# statischer Konstruktor



## Dwaine (16. Dez 2003)

Was ist ein statischer Konstruktor?Wann wird er aufgerufen und vorallem wie wird er erstellt? Und was ist generell der Unterschied zwischen statisch und dynamisch. :?:  :?:  :?: 

Danke schon ma im voraus.


----------



## Stefan1200 (16. Dez 2003)

Kontruktoren werden immer aufgerufen, wenn eine Klasse aufgerufen wird.
Kontruktoren haben den selben Namen wie die Klasse.

Zu den anderen Fragen möchte ich doch glatt abgegeben an meine Forum Kollegen ;-)


----------



## Zaron (16. Dez 2003)

static darf soweit ich weiß garnicht vor den Konstruktor einer Klasse gesetzt werden (wäre ja auch blöd, da der Konstruktor ja eine Instanz der Klasse erzeugt und Instanzen sind nicht statisch *g* )

static bedeutet, dass die Methode (oder Variable) zur Klasse gehört was sich wie folgt äußert:  Klassenname.statischeMethode(); anstelle von objektname.methode();


----------



## Ebenius (16. Dez 2003)

> Was ist ein statischer Konstruktor?


Meinst Du vielleicht nicht "Konstruktor" sondern _static initializer_s?

Es grüßt Ebenius


----------



## jptc.org (17. Dez 2003)

So ich versuche mal zusammenzufassen  . 

Also statische Konstruktoren gibt es nicht! Alles was statisch (static) an einer Klasse ist, ist nicht an eine konkrete Objektinstanz der Klasse gebunden. Am besten sieht man das bei statischen Variablen. Wenn man zwei Instanzen einer Klasse hat und in einer Klasse eine statische Variable ändert, so ist die Änderung auch sofort in der zweiten Instanz der Klasse zu sehen. D.h. static Variable werden pro Klasse und nicht pro Instanz gespeichert.
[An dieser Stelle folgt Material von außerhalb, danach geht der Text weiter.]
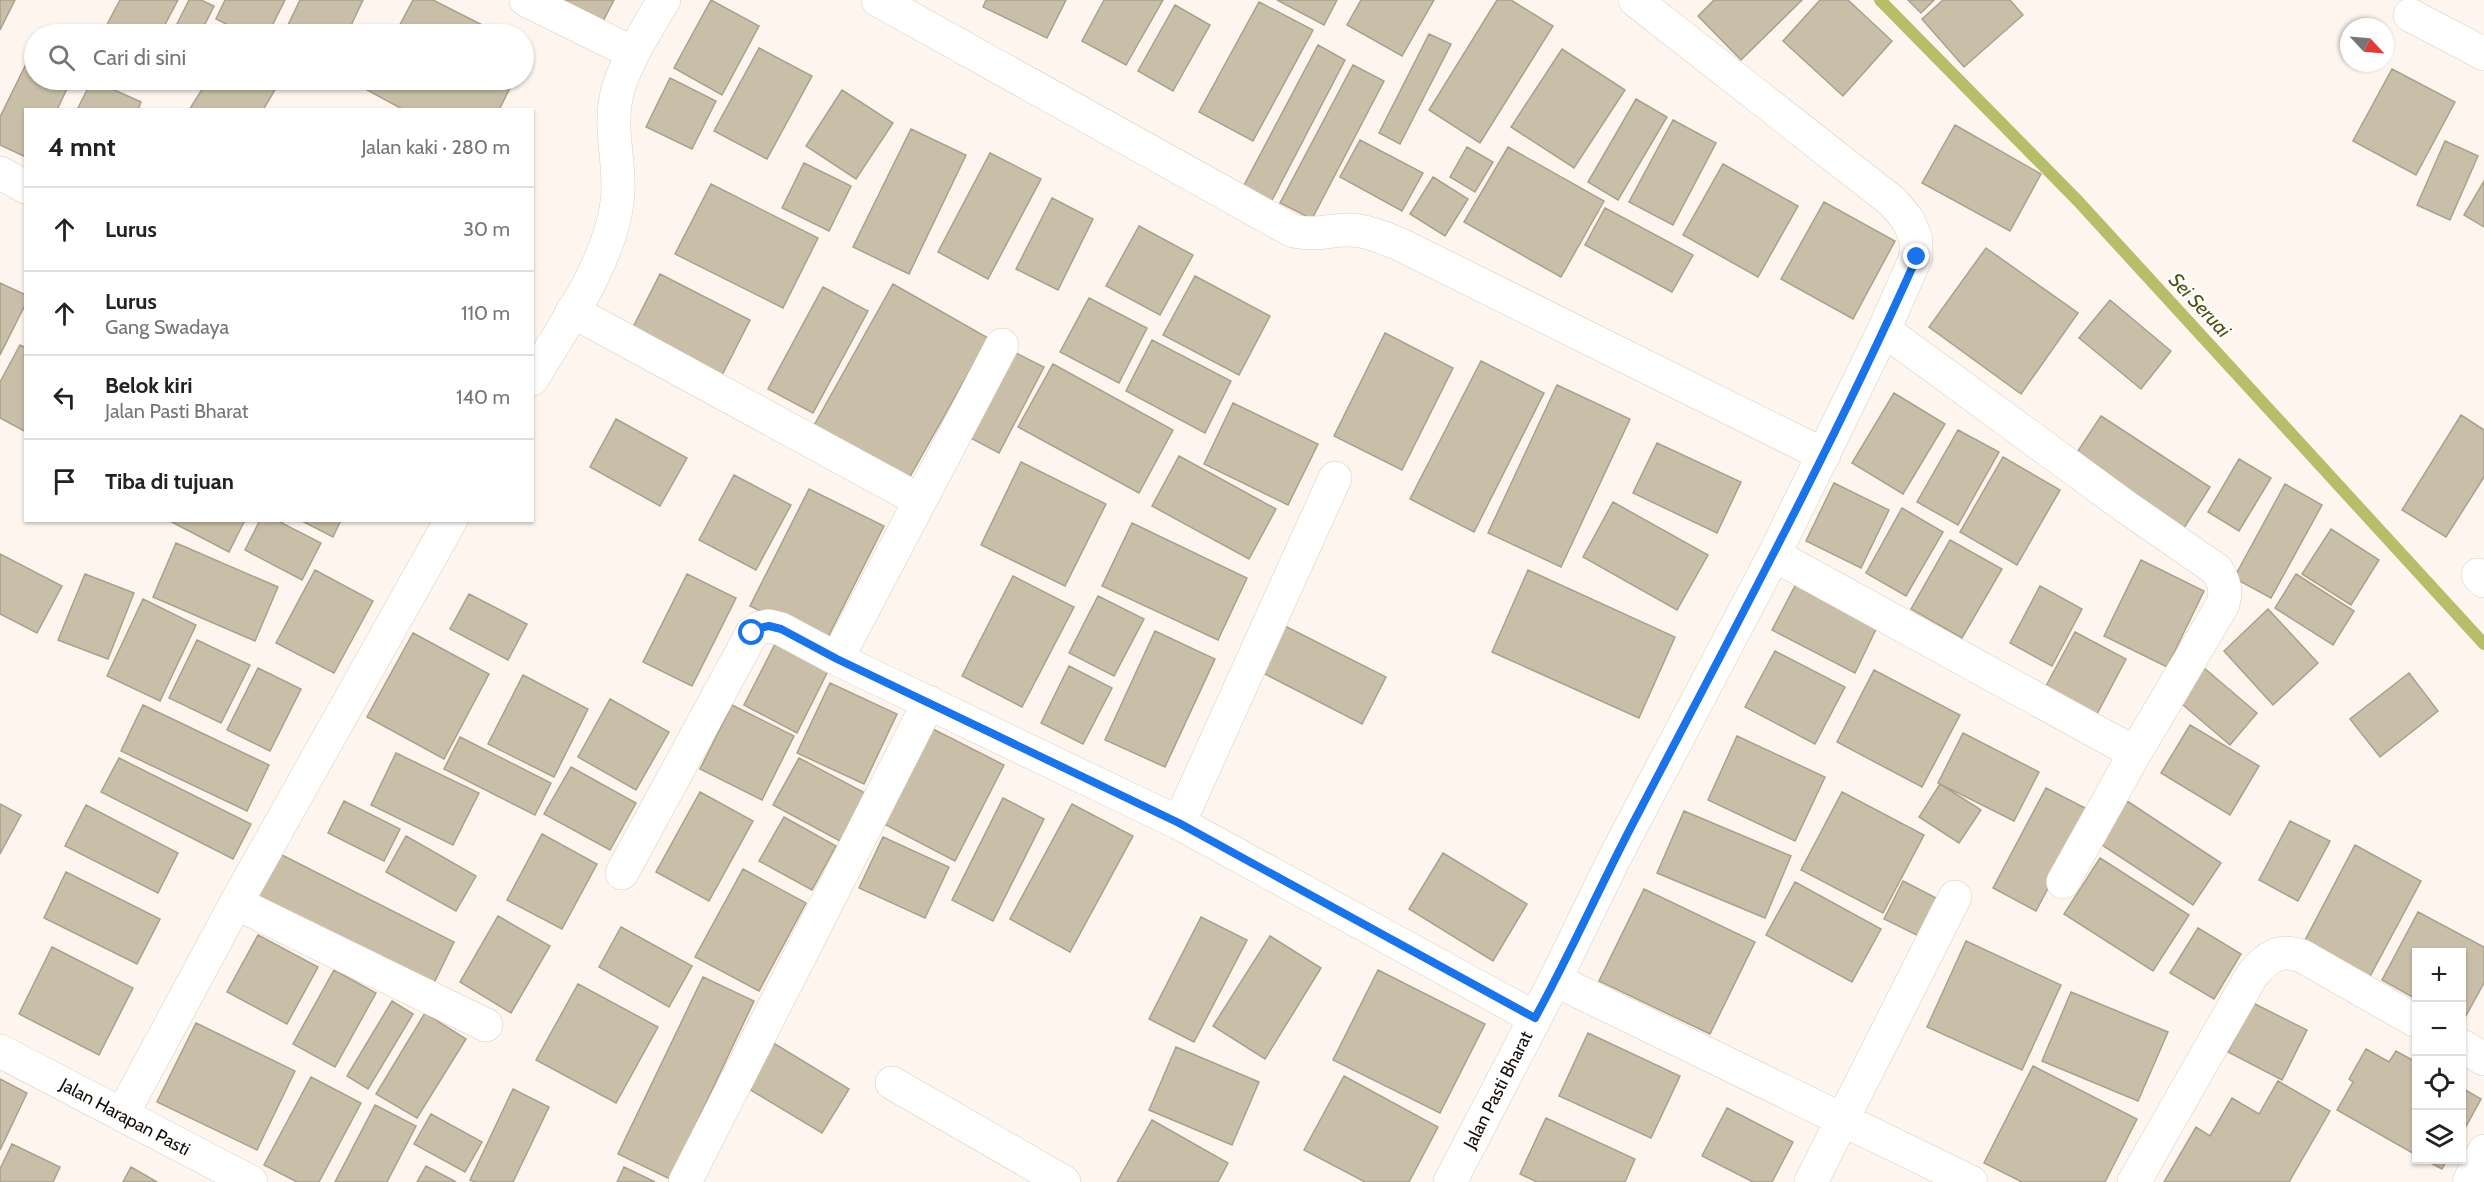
<!DOCTYPE html>
<html lang="id">
<head>
<meta charset="utf-8">
<style>
  :root { --surface:#fff; --page:#f2f2f2; --text:#222; --muted:#767676; --line:#e0e0e0 }
  body { margin:0; font-family:Cabin,sans-serif; background:var(--page); color:var(--text) }
  .controls { position:absolute; right:18px; bottom:18px; display:grid; overflow:hidden; border-radius:0px; box-shadow:0 2px 4px #0004 }
  .controls button { width:54px; height:54px; display:grid; place-items:center; padding:0; border:0; border-bottom:2px solid var(--line); background:var(--surface); color:var(--text); font:30px sans-serif }
  .compass { position:absolute; left:2340px; top:18px; width:54px; height:54px; border-radius:50%; background:var(--surface); box-shadow:0 2px 4px #0004; rotate:116deg }
  .stop { position:absolute; width:18px; height:18px; margin:-14px; border:4px solid #1a73e8; border-radius:50%; background:#fff }
  .stop.end { background:#1a73e8; border-color:#fff; box-shadow:0 2px 6px #0008 }
  .list { margin:0; padding:0; list-style:none }
  h2 { display:flex; justify-content:space-between; align-items:center; height:78px; margin:0; padding:0 24px; font-size:26px }
  h2 small { font-size:20px; font-weight:400; color:var(--muted) }
  .list li { display:grid; grid-template-columns:39px 1fr auto; gap:18px; align-items:center; box-sizing:border-box; height:84px; padding:0 24px; border-top:2px solid var(--line) }
  .list b { display:block; font-size:22px; white-space:nowrap }
  .list p { margin:0; font-size:20px; white-space:nowrap; color:var(--muted) }
  .list em { font-size:20px; font-style:normal; color:var(--muted) }
  .icon { flex:none; width:33px; height:33px; fill:none; stroke:currentColor; stroke-width:2; stroke-linecap:round; stroke-linejoin:round }
  .map { position:relative; flex:none; width:2484px; height:1182px; overflow:hidden }
  .search { position:absolute; background:var(--surface); box-shadow:0 2px 4px #0004; left:24px; top:24px; width:510px; height:66px; display:flex; align-items:center; gap:15px; box-sizing:border-box; padding:0 21px; border-radius:33px; color:var(--muted); font-size:22px }
  .panel { position:absolute; background:var(--surface); box-shadow:0 2px 4px #0004; left:24px; top:108px; width:510px; height:414px; border-radius:0px }
  .map>svg:first-child { display:block }
  .lines { fill:none; stroke-linecap:round; stroke-linejoin:round }
  .stream { stroke:#b6be6a; stroke-width:12 }
  .building { fill:#c9bfa8; stroke:#aba18b; stroke-width:1.5 }
  .minor-casing { stroke:#e0cbba; stroke-width:34 }
  .minor { stroke:#fff; stroke-width:33 }
  .route { stroke:#1a73e8; stroke-width:8 }
  .labels { text-anchor:middle; stroke-width:4.5; stroke-linejoin:round; paint-order:stroke }
  .street-label { font-size:18px; fill:#150e08; stroke:#fff }
  .water-label { font-size:20px; font-style:italic; fill:#4e5314; stroke:#fff }
</style>
</head>
<body>
<div class="map">
<svg width="2484" height="1182" viewBox="0 0 2484 1182">
  <rect width="100%" height="100%" fill="#fef5ee"/>
  <g class="lines">
    <path class="stream" d="M1880 0 2078 201 2484 644"/>
  </g>
  <path class="building" d="M0 0H15L0 30Z
    M120 0H178L160 34H102Z
    M189 0H201L214 6 200 34H172Z
    M225 0H285L268 34H246L216 19Z
    M300 0H363L347 34H308L288 25Z
    M413 0H433L500 34H395Z
    M547 0H614L600 27Z
    M711 0 759 26 722 95 674 68Z
    M986 0H1066L1047 38 983 7Z
    M1104 0H1163L1126 65 1082 41Z
    M1277 0H1337L1324 25Z
    M1361 0H1434L1402 56 1347 25Z
    M1497 0H1511L1553 26 1480 143 1429 110Z
    M1714 0H1802L1741 60 1698 16Z
    M1820 0H1848L1892 41 1843 96 1783 41Z
    M1908 0H1934L1921 13Z
    M1943 0H2010L2023 15 1964 67 1922 19Z
    M1259 2 1313 30 1253 141 1199 112Z
    M1175 5 1210 25 1173 91 1138 71Z
    M1429 34 1451 44 1400 144 1379 133Z
    M1318 45 1345 60 1270 204 1242 189Z
    M759 48 812 76 767 159 714 131Z
    M1562 49 1625 90 1574 168 1511 127Z
    M28 60 34 63V80H71L57 110H26V157L0 145V117Z
    M1353 65 1384 81 1312 219 1280 203Z
    M2392 69 2455 102 2416 175 2353 141Z
    M670 78 716 101 692 149 646 127Z
    M92 80 141 102 138 110H77Z
    M208 80H263L276 88 263 110H189Z
    M372 80H514L499 110H404L367 90Z
    M842 90 893 123 856 179 806 146Z
    M1636 99 1667 117 1618 200 1588 182Z
    M1673 120 1716 143 1673 225 1629 202Z
    M1955 125 2041 174 2010 231 1922 183Z
    M911 129 966 155 909 274 853 247Z
    M1360 140 1423 173 1402 211 1340 177Z
    M2445 141 2478 156 2450 220 2417 205Z
    M1467 147 1493 162 1475 192 1450 177Z
    M1508 147 1604 201 1561 277 1464 222Z
    M990 153 1041 179 988 279 938 252Z
    M804 163 851 186 829 231 782 208Z
    M1723 164 1798 206 1758 277 1683 235Z
    M1433 177 1468 199 1445 236 1410 214Z
    M2484 181V227L2464 215Z
    M711 184 818 238 783 308 675 254Z
    M1052 198 1093 219 1058 290 1016 269Z
    M1824 202 1895 241 1853 319 1781 279Z
    M1605 208 1693 255 1672 292 1585 245Z
    M1139 226 1193 255 1160 315 1106 286Z
    M1986 248 2078 313 2021 394 1929 327Z
    M660 274 750 320 717 385 627 339Z
    M1195 276 1270 316 1239 375 1163 335Z
    M0 283 26 295V303L0 355Z
    M893 284 988 338 907 482 812 429Z
    M823 287 868 311 813 413 768 389Z
    M1089 298 1147 328 1119 383 1060 352Z
    M2110 300 2171 351 2141 389 2079 338Z
    M1385 333 1453 368 1402 470 1334 436Z
    M1152 340 1231 381 1205 433 1126 391Z
    M20 345 26 348V432L0 418V382Z
    M1008 349 1044 367 999 453 963 434Z
    M1481 361 1544 393 1474 532 1410 499Z
    M1053 364 1173 430 1139 493 1018 427Z
    M1557 385 1630 419 1561 567 1488 533Z
    M1894 393 1945 424 1903 494 1852 463Z
    M1233 403 1318 444 1288 505 1204 464Z
    M2461 415 2484 430V477L2446 537 2402 510Z
    M2101 416 2210 487 2184 528 2074 457Z
    M616 419 687 458 660 506 590 467Z
    M1958 430 1999 452 1958 525 1917 502Z
    M1657 443 1741 482 1717 533 1633 493Z
    M1179 456 1276 509 1249 559 1152 506Z
    M2003 457 2060 490 2017 565 1960 532Z
    M2239 459 2271 478 2239 531 2208 512Z
    M1021 462 1106 504 1065 586 981 545Z
    M734 475 791 505 756 570 699 540Z
    M1834 483 1889 510 1861 568 1806 541Z
    M2285 484 2322 505 2271 598 2234 578Z
    M809 489 884 526 825 643 750 606Z
    M1613 502 1708 555 1677 610 1583 557Z
    M1902 508 1943 532 1906 596 1866 573Z
    M168 520H245L229 552Z
    M260 520H276L321 543 302 580 245 550Z
    M300 520H341L333 537Z
    M1132 523 1247 578 1218 640 1102 586Z
    M2331 529 2379 560 2351 605 2302 574Z
    M1950 540 2002 569 1962 638 1911 609Z
    M176 543 278 587 255 641 153 597Z
    M0 554 62 586 37 633 0 614Z
    M2141 560 2204 591 2167 667 2104 636Z
    M315 570 373 601 334 673 276 643Z
    M1528 570 1675 637 1639 718 1492 652Z
    M85 574 134 593 108 659 58 640Z
    M687 574 736 598 692 686 643 662Z
    M2296 574 2354 611 2333 645 2275 608Z
    M1013 576 1074 607 1022 707 962 676Z
    M1796 584 1878 625 1855 673 1772 630Z
    M2040 586 2082 609 2052 666 2010 643Z
    M469 594 527 624 508 660 450 629Z
    M1098 596 1144 619 1114 676 1069 653Z
    M143 599 196 625 160 701 107 676Z
    M2268 609 2318 663 2273 705 2224 651Z
    M1279 623 1386 677 1362 724 1255 669Z
    M1155 631 1215 659 1165 767 1105 740Z
    M2075 632 2126 659 2097 714 2046 686Z
    M413 633 489 674 444 759 367 717Z
    M197 640 250 665 221 723 169 698Z
    M775 644 828 671 797 733 744 705Z
    M1775 651 1845 687 1815 744 1745 707Z
    M1069 666 1112 688 1083 744 1041 723Z
    M2203 667 2257 713 2230 745 2176 699Z
    M258 668 301 689 270 751 227 730Z
    M1874 670 1960 715 1922 787 1837 742Z
    M2409 673 2438 711 2380 757 2350 719Z
    M523 675 588 709 554 777 488 744Z
    M830 683 897 714 864 784 797 753Z
    M610 699 669 732 636 790 578 757Z
    M143 705 269 765 247 811 121 751Z
    M732 705 794 736 762 800 700 769Z
    M2190 725 2259 766 2230 815 2161 773Z
    M931 728 1004 765 955 861 882 823Z
    M1963 733 2039 772 2014 821 1938 783Z
    M1737 736 1825 777 1795 841 1708 800Z
    M460 737 551 783 535 815 444 769Z
    M396 753 479 793 453 845 371 805Z
    M119 758 251 824 233 859 101 792Z
    M799 758 865 793 840 841 773 805Z
    M571 767 636 803 610 850 544 814Z
    M1940 784 1981 810 1959 843 1919 817Z
    M2046 788 2089 810 2036 911 1993 888Z
    M700 792 753 821 709 901 656 872Z
    M1842 792 1924 835 1883 913 1801 870Z
    M1003 798 1044 819 993 921 952 900Z
    M344 801 400 829 384 861 328 833Z
    M2127 801 2221 863 2193 905 2099 843Z
    M0 804 21 815 0 854Z
    M1072 804 1133 836 1070 952 1010 919Z
    M86 805 178 853 158 893 65 846Z
    M1684 811 1791 856 1765 918 1657 873Z
    M784 817 836 846 812 890 759 861Z
    M2290 821 2330 841 2298 901 2259 880Z
    M542 834 597 864 562 929 507 900Z
    M406 836 476 876 456 911 386 872Z
    M883 837 949 867 925 918 859 888Z
    M2355 845 2421 881 2367 982 2301 948Z
    M278 853 454 942 433 985 257 897Z
    M1443 853 1527 904 1493 961 1409 909Z
    M2100 858 2189 915 2153 971 2064 914Z
    M743 869 806 903 759 991 695 957Z
    M66 872 160 919 137 964 44 918Z
    M1903 881 1946 903 1927 940 1884 919Z
    M1795 882 1881 929 1852 982 1766 935Z
    M1644 889 1755 942 1710 1034 1599 981Z
    M2418 912 2484 947V983L2462 1023V952H2416V999L2382 980Z
    M498 916 550 946 511 1013 460 982Z
    M1201 917 1247 940 1194 1042 1149 1019Z
    M621 927 692 966 669 1007 599 967Z
    M2198 928 2241 954 2214 999 2170 973Z
    M258 935 318 967 287 1024 227 992Z
    M1270 936 1321 968 1265 1059 1213 1026Z
    M1966 941 2061 985 2022 1070 1927 1027Z
    M52 947 133 988 99 1055 19 1014Z
    M334 970 376 993 335 1067 293 1044Z
    M1378 970 1485 1024 1440 1113 1333 1060Z
    M703 977 754 1001 670 1179 618 1154Z
    M578 984 658 1027 616 1103 536 1060Z
    M2071 992 2168 1032 2138 1101 2042 1061Z
    M392 1001 413 1014 368 1089 347 1076Z
    M2253 1003 2307 1030 2282 1080 2228 1052Z
    M425 1013 466 1039 417 1118 376 1094Z
    M196 1023 295 1071 257 1150 157 1102Z
    M1588 1033 1680 1076 1651 1138 1559 1096Z
    M770 1041 849 1089 822 1133 744 1086Z
    M1176 1047 1259 1082 1232 1145 1149 1110Z
    M2366 1049 2389 1062 2396 1051 2416 1062V1155L2337 1110 2353 1082 2349 1079Z
    M2033 1066 2137 1119 2105 1182H2022L1984 1163Z
    M1344 1076 1438 1127 1409 1182H1365L1304 1150Z
    M311 1077 361 1103 319 1182H297L264 1165Z
    M0 1079 27 1093 0 1150Z
    M2278 1081 2330 1111 2289 1182H2164L2196 1127 2210 1136 2232 1098 2259 1114Z
    M2462 1088 2481 1099 2462 1134Z
    M513 1089 549 1107 513 1182H475L470 1180Z
    M375 1105 416 1126 387 1182H335Z
    M1727 1108 1793 1142 1772 1182H1753L1702 1156Z
    M431 1114 482 1142 465 1172 414 1144Z
    M1546 1118 1635 1159 1625 1182H1537L1520 1174Z
    M1152 1120 1228 1163 1218 1182H1117Z
    M12 1144 60 1167 53 1182H0V1169Z
    M2425 1160H2447L2442 1169Z
    M426 1166 456 1182H417Z
    M131 1167 157 1182H123Z
    M624 1167 655 1182H617Z"/>
  <g class="lines">
    <defs>
      <path id="minor" d="M526 0 633 53
        M878 0 1293 231C1316 236 1328 230 1349 230 1366 230 1384 238 1399 244L1824 455
        M2410 15 2484 54
        M0 173 26 187
        M572 311 919 500
        M1884 330 2126 507 2217 570C2224 582 2227 590 2223 604L2135 753 2063 882
        M532 379C563 327 609 264 617 203 622 169 609 133 616 98 622 66 647 29 664 0
        M1774 555 2135 753
        M2478 575 2484 581
        M837 659 1002 345
        M1179 823 1335 478
        M622 873 752 633 759 628 769 626 781 629 837 659 1179 823 1535 1018
        M236 903 486 1025
        M1555 980 1971 1182
        M2462 1046 2484 1059
        M0 1051 251 1182
        M892 1083 1064 1182
        M122 1115 236 903 451 520
        M685 1182 929 702
        M1450 1182 1555 980 1614 859 1774 555 1884 330 1916 257V239L1908 220 1893 202 1635 0
        M1811 1182 1955 897
        M2134 1182 2252 975C2269 957 2276 948 2302 956L2416 1021
        M2469 1182 2484 1151"/>
    </defs>
    <use href="#minor" class="minor-casing"/>
    <use href="#minor" class="minor"/>
  </g>
  <g class="lines">
    <path class="route" d="M752 633 759 628 769 626 781 629 837 659 1179 823 1535 1018C1573 949 1604 877 1641 808 1736 626 1833 445 1917 257"/>
  </g>
  <g class="labels">
    <g class="street-label">
      <text transform="translate(1498 1090) rotate(-63)" y="6">Jalan Pasti Bharat</text>
      <text transform="translate(125 1117) rotate(28)" y="6">Jalan Harapan Pasti</text>
    </g>
    <g class="water-label">
      <text transform="translate(2200 305) rotate(47)" y="7">Sei Seruai</text>
    </g>
  </g>
</svg>
<div class="controls">
<button>+</button>
<button>−</button>
<button><svg class="icon" aria-label="locate" viewBox="0 0 24 24"><circle cx="12" cy="12" r="6"/><path d="M12 2v4M12 18v4M2 12h4M18 12h4"/></svg></button>
<button><svg class="icon" aria-label="layers" viewBox="0 0 24 24"><path d="M12 4l9 5-9 5-9-5zM3 14l9 5 9-5"/></svg></button>
</div>
<svg class="compass" viewBox="-18 -18 36 36"><path d="M0-13l5 13h-10z" fill="#e53935"/><path d="M0 13l5-13h-10z" fill="#767676"/></svg>
<div class="stop" style="left:752px;top:633px"></div>
<div class="stop end" style="left:1917px;top:257px"></div>
<div class="search"><svg class="icon" aria-label="search" viewBox="0 0 24 24"><circle cx="10" cy="10" r="6"/><path d="M15 15l6 6"/></svg>Cari di sini</div>
<section class="panel">
<h2>4 mnt<small>Jalan kaki · 280 m</small></h2>
<ul class="list">
<li><svg class="icon" aria-label="ahead" viewBox="0 0 24 24"><path d="M12 20V5M6 11l6-6 6 6"/></svg><div><b>Lurus</b></div><em>30 m</em></li>
<li><svg class="icon" aria-label="ahead" viewBox="0 0 24 24"><path d="M12 20V5M6 11l6-6 6 6"/></svg><div><b>Lurus</b><p>Gang Swadaya</p></div><em>110 m</em></li>
<li><svg class="icon" aria-label="left" viewBox="0 0 24 24"><path d="M17 20v-9H6M10 6l-5 5 5 5"/></svg><div><b>Belok kiri</b><p>Jalan Pasti Bharat</p></div><em>140 m</em></li>
<li><svg class="icon" aria-label="arrive" viewBox="0 0 24 24"><path d="M6 21V4h12l-3 4 3 4H6"/></svg><div><b>Tiba di tujuan</b></div></li>
</ul>
</section>
</div>
</body>
</html>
Um eine Instanz einer Klasse anzulegen werden Konstruktoren verwendet. Erbt eine Klasse von einer anderen, so werden beim Instanziieren immer auch die entsprechenden Konstruktoren der Superklasse aufgerufen. Es wird also einfach die Hierarchie nach oben gewandert, dabei werden immer die Konstruktoren mit den gleichen Parametern verwendet, es sei denn man ruft selbst super() mit einer anderen Parameterzahl auf.

Statische Codeblöcke und Variablen werden nach dem Aufruf der Konstruktorhierarchie, aber vor dem ersten Aktion nach super() initialisiert.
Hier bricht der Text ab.